╭─ Listed records
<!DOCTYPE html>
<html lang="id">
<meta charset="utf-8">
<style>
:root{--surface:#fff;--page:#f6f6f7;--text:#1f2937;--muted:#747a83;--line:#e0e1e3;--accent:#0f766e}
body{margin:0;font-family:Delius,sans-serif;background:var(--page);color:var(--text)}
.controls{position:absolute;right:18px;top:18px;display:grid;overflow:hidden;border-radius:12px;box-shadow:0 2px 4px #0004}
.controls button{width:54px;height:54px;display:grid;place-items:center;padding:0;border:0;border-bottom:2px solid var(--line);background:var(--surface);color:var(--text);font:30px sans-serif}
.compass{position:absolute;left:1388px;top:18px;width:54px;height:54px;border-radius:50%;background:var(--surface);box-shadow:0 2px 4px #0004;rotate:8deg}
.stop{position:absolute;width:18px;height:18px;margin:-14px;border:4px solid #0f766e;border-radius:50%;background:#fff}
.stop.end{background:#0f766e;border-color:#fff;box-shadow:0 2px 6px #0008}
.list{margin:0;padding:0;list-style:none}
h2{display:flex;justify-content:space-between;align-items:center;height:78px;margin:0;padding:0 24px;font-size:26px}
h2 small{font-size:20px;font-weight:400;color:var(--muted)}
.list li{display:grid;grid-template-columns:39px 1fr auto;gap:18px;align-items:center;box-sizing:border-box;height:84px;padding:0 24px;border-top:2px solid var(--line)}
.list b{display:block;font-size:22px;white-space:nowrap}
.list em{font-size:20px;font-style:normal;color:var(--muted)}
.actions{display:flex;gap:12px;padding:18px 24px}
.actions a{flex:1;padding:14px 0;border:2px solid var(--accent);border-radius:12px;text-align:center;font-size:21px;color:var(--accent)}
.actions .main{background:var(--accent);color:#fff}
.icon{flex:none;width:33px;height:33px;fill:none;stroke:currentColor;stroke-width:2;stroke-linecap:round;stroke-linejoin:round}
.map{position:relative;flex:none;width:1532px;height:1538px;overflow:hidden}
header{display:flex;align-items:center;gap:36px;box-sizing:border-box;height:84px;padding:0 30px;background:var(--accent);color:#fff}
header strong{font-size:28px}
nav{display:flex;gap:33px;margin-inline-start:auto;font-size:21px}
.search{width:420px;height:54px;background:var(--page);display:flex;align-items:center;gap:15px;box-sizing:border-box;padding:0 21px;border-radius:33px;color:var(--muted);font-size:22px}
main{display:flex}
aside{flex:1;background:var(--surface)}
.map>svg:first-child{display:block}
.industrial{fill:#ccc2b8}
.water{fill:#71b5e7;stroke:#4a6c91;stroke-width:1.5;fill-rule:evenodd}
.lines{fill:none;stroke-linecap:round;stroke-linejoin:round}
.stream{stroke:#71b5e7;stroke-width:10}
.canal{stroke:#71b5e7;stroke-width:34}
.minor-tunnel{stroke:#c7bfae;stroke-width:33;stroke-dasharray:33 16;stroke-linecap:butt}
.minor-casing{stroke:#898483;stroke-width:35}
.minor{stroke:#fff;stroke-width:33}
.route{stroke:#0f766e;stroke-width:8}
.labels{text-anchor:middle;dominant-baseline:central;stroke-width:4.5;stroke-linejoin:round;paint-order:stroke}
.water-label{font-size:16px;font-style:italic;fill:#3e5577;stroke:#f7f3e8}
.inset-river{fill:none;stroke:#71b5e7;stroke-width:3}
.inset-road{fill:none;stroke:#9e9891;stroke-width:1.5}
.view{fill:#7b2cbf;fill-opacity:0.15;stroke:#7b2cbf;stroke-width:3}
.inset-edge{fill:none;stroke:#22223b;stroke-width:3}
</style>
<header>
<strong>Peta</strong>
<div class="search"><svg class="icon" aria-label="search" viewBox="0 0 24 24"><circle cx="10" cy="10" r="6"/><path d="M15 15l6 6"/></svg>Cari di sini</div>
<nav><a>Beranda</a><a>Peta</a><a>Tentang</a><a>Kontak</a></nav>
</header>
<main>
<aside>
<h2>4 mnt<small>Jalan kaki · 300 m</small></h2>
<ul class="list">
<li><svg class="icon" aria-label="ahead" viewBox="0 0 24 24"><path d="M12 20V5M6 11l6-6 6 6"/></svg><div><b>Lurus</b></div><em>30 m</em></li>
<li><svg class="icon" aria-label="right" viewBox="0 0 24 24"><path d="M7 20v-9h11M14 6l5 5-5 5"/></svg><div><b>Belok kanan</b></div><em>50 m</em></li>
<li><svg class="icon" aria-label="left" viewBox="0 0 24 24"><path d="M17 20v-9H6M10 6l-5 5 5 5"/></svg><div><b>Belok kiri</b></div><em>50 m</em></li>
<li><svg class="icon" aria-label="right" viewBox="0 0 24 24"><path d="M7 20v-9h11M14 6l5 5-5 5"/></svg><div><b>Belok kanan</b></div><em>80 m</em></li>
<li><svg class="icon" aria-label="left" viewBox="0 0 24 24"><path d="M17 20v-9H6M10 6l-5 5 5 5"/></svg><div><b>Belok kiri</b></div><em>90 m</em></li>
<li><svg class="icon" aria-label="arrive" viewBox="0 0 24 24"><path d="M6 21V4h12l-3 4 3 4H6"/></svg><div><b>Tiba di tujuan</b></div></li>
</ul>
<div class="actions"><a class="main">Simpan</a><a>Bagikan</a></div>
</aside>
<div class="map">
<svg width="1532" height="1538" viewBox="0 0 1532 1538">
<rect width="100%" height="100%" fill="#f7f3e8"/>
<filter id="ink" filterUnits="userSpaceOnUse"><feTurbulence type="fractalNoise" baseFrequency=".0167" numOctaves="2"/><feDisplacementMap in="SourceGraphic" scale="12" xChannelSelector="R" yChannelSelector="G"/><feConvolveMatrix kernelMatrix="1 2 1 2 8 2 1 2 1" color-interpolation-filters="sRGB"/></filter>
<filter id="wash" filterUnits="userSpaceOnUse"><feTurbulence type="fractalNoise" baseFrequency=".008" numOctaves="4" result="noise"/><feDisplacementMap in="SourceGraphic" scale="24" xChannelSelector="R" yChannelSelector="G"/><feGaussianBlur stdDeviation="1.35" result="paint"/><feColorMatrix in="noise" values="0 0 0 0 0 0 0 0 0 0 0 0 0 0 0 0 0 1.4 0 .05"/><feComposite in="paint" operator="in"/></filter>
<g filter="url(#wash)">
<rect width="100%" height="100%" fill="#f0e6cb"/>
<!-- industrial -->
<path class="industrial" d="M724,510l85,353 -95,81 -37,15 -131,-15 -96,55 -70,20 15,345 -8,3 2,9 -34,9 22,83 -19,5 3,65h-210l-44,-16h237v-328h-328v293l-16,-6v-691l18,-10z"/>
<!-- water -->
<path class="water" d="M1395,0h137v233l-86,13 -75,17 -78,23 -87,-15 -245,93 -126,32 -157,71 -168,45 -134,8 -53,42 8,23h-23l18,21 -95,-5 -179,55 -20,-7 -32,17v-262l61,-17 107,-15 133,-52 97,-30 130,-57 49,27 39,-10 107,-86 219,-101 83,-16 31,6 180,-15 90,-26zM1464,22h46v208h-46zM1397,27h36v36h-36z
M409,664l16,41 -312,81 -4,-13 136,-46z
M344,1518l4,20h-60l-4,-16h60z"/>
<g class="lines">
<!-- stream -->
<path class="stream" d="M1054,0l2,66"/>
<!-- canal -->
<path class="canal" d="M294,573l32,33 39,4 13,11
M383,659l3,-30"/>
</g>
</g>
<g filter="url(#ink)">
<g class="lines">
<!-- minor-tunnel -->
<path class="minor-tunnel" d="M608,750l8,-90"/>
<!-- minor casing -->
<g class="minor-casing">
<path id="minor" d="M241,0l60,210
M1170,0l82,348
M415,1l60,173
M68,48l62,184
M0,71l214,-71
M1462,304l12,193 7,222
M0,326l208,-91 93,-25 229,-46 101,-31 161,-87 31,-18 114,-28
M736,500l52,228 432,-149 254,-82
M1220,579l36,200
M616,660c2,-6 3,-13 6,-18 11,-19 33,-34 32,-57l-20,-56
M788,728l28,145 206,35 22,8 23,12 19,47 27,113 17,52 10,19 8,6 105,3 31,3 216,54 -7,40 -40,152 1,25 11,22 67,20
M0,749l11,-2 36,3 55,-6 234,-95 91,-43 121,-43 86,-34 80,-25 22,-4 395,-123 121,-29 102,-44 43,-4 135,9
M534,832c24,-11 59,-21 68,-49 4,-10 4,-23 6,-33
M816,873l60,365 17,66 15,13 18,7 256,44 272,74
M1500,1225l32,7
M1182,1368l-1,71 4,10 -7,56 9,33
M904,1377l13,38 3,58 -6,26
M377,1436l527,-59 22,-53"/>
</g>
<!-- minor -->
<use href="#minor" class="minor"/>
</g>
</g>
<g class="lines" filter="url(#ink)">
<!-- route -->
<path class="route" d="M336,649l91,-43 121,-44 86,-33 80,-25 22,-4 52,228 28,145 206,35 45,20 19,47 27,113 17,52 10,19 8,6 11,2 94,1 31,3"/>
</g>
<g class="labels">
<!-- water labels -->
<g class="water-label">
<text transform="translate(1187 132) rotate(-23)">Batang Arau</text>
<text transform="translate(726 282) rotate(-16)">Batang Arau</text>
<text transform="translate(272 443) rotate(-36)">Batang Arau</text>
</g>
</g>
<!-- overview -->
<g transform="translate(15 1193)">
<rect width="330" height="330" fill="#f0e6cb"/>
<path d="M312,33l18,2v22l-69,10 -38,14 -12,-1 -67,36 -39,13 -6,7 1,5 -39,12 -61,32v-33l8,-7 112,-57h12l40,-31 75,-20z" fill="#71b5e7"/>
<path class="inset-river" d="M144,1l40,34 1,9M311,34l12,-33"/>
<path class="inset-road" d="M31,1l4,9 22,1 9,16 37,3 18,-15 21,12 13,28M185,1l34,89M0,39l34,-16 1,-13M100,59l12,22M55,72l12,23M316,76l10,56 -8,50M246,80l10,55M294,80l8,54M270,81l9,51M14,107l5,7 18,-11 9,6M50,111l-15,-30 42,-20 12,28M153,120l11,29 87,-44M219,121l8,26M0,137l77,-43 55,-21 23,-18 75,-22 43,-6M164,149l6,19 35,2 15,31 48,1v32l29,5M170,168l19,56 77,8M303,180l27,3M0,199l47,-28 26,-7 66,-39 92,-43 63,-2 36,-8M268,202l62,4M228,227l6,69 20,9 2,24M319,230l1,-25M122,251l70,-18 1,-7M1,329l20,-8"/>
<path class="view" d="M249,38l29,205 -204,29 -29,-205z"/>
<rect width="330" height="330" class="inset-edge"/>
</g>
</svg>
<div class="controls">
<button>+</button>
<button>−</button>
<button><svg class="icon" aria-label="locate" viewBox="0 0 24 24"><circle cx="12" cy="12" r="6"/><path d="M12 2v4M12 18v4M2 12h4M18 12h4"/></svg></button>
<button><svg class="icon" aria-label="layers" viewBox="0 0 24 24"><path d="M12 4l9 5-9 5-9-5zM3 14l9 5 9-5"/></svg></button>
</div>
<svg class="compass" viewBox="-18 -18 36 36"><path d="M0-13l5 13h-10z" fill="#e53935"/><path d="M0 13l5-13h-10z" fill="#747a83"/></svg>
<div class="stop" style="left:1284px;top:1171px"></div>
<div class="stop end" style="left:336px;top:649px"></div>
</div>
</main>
╰─
╭─ Listed records
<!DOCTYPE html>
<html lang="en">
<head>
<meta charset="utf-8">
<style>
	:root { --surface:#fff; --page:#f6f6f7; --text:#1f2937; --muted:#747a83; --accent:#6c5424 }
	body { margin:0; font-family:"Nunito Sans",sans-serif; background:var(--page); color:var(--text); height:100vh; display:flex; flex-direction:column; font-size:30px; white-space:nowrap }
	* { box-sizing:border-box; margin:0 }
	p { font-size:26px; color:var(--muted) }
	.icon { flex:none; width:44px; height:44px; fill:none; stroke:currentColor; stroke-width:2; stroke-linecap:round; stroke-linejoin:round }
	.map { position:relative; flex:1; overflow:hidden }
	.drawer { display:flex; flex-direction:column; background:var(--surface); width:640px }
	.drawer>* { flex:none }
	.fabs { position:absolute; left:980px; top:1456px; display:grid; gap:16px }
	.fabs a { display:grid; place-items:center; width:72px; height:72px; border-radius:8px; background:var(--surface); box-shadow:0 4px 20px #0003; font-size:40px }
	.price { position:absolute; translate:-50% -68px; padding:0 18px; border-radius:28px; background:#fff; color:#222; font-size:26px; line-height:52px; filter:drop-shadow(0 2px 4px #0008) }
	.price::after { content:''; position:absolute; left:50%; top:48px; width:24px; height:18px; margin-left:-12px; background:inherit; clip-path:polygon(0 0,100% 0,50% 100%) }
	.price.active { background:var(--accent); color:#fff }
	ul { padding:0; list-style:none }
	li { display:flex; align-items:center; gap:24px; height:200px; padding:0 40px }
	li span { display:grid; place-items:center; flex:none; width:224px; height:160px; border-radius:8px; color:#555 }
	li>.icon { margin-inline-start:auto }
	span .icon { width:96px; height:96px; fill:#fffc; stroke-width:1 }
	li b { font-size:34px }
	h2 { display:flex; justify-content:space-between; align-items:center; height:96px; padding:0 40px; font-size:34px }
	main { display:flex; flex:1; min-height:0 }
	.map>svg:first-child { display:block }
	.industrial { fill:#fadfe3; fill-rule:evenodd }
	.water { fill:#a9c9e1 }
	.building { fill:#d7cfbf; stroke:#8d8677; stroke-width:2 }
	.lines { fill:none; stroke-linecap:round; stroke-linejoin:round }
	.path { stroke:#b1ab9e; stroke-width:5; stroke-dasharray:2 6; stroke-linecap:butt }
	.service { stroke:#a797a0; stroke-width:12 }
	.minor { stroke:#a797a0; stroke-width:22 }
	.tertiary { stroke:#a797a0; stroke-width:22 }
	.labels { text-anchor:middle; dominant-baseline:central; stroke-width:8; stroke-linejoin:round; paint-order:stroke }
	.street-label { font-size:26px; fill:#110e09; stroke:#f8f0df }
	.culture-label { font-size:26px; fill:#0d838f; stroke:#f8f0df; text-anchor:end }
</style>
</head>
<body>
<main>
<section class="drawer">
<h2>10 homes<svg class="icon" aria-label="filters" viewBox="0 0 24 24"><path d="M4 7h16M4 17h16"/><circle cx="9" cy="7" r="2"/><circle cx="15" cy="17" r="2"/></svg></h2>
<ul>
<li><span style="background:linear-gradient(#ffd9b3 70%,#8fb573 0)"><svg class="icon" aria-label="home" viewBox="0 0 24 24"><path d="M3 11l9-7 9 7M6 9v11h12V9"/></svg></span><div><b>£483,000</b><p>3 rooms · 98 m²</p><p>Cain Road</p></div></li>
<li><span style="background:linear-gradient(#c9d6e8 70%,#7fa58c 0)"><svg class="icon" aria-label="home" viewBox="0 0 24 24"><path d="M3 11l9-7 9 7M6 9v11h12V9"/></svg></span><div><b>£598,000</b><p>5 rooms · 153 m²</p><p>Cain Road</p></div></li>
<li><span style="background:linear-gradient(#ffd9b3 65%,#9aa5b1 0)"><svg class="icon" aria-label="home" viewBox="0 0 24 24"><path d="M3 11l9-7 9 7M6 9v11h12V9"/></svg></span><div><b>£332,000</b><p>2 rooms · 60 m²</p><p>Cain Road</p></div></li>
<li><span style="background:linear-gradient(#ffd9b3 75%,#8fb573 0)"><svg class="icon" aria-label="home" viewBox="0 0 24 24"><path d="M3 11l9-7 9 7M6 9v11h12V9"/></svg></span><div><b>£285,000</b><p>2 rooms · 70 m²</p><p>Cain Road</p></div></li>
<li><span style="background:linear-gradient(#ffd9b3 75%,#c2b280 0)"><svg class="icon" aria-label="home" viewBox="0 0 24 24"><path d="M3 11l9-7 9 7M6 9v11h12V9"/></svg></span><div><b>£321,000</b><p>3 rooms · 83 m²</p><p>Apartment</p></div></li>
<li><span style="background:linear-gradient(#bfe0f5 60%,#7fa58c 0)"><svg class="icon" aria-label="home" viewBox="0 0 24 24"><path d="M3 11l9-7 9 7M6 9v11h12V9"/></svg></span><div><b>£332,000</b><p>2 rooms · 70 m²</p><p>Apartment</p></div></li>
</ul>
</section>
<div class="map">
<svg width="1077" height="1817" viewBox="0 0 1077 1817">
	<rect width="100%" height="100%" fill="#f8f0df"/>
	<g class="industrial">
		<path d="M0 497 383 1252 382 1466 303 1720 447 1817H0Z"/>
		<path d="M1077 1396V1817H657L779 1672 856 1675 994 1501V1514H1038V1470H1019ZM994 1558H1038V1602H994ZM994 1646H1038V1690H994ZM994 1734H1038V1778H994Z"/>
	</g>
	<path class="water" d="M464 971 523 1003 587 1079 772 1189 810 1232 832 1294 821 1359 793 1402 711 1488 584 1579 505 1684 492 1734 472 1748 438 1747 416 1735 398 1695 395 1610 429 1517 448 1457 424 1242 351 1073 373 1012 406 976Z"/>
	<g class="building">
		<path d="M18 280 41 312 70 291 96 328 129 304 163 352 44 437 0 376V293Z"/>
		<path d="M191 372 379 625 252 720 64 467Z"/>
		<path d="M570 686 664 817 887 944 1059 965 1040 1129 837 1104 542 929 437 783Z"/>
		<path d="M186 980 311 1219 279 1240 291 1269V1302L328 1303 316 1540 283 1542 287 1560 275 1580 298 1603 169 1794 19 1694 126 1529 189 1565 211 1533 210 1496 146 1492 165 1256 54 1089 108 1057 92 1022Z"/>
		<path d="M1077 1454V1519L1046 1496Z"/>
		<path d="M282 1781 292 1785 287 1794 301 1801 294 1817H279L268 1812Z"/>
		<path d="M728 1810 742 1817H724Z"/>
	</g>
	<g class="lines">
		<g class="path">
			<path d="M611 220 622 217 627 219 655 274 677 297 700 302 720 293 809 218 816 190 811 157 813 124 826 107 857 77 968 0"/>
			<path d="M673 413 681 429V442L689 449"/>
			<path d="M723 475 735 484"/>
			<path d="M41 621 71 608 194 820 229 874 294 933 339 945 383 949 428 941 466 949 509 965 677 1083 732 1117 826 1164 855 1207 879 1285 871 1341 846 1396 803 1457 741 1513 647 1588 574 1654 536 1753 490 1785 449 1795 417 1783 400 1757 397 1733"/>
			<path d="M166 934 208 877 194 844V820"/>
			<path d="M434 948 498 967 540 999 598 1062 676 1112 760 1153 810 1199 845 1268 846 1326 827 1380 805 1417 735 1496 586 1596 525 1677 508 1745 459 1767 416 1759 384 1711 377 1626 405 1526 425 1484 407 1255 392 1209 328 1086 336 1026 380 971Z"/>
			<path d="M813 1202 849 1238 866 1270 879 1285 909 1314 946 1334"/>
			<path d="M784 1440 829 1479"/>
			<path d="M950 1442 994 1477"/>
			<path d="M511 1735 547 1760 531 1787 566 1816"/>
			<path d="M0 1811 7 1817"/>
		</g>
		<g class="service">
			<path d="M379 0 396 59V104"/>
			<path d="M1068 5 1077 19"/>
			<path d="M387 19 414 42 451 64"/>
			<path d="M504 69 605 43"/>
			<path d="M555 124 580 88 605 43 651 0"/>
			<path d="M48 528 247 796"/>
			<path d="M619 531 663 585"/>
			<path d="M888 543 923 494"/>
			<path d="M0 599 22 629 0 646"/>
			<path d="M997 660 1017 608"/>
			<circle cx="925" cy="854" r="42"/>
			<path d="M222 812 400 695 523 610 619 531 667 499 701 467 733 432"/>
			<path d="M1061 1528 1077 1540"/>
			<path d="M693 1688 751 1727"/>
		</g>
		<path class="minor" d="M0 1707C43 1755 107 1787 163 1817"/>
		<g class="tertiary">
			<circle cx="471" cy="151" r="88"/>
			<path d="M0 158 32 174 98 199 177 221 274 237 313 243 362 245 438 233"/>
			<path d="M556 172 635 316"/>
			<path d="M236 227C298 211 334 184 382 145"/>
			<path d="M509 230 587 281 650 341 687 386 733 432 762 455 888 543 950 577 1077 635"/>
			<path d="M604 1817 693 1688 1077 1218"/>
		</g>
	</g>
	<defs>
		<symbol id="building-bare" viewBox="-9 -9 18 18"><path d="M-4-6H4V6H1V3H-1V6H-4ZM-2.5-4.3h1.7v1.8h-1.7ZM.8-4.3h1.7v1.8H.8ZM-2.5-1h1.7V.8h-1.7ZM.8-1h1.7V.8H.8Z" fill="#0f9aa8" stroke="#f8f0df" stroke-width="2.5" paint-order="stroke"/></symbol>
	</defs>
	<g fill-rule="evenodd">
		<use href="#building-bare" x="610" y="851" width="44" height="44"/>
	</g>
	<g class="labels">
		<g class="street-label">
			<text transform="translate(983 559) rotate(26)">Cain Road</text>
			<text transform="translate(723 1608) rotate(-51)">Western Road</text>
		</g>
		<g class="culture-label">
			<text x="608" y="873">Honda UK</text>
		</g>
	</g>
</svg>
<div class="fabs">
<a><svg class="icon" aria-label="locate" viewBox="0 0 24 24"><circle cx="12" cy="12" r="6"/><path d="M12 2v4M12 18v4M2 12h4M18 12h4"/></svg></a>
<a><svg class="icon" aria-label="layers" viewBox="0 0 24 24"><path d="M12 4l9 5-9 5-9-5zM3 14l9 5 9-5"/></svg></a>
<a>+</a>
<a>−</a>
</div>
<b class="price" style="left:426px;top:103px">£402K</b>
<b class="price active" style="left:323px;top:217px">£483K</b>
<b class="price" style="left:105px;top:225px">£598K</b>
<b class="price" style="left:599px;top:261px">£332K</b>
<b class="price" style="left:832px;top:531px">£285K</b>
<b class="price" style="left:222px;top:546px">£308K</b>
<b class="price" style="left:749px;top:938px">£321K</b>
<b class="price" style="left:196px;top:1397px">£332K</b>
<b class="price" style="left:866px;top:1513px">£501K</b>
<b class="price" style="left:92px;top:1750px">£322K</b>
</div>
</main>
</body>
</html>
╰─
## Aim of the exercise
Work out how many lines in the entries above include the word "wash". Respond with only the number.

## Task response
2